Try it = Scan the records for the string "Comercial" and state how many lines contain it, using the number alone.

··· Data for this task

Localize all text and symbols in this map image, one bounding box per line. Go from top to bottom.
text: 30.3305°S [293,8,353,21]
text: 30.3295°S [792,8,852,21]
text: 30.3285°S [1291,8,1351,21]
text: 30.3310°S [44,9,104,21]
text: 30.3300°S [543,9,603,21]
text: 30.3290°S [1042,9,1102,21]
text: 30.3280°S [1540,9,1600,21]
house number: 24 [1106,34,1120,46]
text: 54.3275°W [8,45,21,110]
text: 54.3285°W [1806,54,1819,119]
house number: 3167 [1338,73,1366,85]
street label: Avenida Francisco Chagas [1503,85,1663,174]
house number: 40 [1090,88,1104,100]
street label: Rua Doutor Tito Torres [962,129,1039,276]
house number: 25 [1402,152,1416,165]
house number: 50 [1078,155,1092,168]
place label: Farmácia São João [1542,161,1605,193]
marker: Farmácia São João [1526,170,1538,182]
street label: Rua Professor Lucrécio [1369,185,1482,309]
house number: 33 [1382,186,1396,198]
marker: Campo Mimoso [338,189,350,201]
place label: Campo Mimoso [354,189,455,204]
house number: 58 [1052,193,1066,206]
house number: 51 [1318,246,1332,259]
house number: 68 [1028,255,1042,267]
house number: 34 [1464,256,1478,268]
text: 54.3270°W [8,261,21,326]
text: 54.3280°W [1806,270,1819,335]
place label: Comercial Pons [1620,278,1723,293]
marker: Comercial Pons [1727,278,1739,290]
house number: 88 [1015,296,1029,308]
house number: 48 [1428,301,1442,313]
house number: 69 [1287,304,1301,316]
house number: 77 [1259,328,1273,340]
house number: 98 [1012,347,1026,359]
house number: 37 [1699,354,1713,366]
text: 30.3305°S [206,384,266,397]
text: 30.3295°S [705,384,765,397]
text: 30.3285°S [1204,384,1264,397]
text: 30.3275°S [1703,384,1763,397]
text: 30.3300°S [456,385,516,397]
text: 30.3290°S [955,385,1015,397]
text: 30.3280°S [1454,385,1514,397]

······

Result of this task = 2